[Stored data entries]
━━━━

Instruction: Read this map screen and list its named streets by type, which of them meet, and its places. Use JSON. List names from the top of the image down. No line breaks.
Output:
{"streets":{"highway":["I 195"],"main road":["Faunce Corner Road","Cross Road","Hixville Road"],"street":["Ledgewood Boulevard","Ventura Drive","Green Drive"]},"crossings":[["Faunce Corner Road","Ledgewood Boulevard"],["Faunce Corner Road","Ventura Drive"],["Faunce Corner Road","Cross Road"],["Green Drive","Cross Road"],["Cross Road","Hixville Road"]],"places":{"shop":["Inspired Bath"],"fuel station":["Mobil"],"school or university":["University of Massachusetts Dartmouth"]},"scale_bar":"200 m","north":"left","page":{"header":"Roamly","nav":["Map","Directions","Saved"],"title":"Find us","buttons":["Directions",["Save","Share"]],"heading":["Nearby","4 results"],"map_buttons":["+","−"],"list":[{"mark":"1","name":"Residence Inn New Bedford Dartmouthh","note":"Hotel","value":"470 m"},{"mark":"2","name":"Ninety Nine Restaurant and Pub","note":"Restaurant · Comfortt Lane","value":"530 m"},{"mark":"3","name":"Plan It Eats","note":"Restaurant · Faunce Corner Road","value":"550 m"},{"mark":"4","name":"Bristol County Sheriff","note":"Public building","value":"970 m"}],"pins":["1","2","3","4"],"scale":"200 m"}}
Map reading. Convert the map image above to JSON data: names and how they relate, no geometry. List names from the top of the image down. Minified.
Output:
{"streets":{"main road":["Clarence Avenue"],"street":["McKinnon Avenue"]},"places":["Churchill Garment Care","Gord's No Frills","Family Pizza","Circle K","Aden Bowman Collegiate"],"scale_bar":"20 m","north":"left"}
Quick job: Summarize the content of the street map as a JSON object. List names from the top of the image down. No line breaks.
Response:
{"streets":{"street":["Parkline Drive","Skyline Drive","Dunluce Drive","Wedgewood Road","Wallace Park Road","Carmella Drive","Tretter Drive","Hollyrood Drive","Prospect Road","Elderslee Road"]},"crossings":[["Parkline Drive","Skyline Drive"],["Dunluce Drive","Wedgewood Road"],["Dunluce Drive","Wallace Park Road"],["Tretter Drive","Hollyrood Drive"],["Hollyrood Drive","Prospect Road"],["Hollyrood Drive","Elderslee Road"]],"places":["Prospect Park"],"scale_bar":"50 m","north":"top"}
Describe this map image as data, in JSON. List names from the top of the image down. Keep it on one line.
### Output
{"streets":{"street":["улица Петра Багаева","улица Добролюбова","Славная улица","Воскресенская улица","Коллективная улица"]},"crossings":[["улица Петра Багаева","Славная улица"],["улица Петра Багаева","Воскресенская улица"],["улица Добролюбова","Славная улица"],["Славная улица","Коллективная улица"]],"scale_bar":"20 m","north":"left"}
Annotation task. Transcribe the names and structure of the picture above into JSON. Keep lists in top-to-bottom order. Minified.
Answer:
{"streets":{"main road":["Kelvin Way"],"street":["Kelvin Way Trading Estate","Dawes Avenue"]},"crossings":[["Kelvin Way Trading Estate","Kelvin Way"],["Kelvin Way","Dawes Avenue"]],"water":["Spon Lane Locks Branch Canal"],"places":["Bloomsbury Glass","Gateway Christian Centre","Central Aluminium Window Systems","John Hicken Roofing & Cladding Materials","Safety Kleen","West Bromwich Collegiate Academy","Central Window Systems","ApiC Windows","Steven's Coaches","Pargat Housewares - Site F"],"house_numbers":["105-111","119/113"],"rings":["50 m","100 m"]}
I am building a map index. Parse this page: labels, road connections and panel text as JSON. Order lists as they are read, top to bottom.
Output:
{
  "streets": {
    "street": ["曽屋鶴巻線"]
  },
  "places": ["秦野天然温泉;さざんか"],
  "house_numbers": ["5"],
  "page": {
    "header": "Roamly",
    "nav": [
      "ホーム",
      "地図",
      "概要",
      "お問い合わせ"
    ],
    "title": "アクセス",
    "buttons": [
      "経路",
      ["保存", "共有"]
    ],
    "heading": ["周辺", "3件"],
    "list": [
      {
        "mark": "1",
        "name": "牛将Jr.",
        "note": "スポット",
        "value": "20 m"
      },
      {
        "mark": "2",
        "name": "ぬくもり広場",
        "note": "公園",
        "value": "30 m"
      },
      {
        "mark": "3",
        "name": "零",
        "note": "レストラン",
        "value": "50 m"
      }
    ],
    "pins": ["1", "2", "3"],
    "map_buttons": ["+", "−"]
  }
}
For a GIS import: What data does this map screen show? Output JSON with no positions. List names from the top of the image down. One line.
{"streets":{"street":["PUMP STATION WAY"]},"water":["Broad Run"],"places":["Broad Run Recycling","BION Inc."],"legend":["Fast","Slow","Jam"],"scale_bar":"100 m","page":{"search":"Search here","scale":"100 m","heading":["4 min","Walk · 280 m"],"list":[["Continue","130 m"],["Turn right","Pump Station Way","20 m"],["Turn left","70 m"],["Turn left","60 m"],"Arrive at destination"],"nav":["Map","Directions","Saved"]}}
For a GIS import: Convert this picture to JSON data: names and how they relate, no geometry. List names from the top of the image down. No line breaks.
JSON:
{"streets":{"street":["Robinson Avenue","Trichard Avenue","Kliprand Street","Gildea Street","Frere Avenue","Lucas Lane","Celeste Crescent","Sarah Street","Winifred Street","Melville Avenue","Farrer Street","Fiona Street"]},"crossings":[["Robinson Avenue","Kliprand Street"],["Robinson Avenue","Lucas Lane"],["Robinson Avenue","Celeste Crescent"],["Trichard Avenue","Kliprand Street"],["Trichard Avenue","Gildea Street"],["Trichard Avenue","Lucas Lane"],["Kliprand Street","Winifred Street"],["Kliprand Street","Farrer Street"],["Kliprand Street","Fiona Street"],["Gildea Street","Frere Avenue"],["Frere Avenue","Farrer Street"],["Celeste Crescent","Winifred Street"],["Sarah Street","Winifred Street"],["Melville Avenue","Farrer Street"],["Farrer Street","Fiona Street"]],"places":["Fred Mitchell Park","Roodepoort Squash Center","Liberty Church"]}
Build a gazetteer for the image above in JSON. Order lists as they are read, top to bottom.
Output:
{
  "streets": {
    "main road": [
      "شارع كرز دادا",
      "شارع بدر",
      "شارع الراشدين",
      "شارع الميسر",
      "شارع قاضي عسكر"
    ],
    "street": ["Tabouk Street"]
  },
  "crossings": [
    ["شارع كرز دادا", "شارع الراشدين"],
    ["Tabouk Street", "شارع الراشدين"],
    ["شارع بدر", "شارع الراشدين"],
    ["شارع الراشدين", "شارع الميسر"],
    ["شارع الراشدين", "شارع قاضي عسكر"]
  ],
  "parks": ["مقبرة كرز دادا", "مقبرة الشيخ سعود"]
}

━━━━

Tell how many lines of the records above hold the string "lists". Give no other text.

3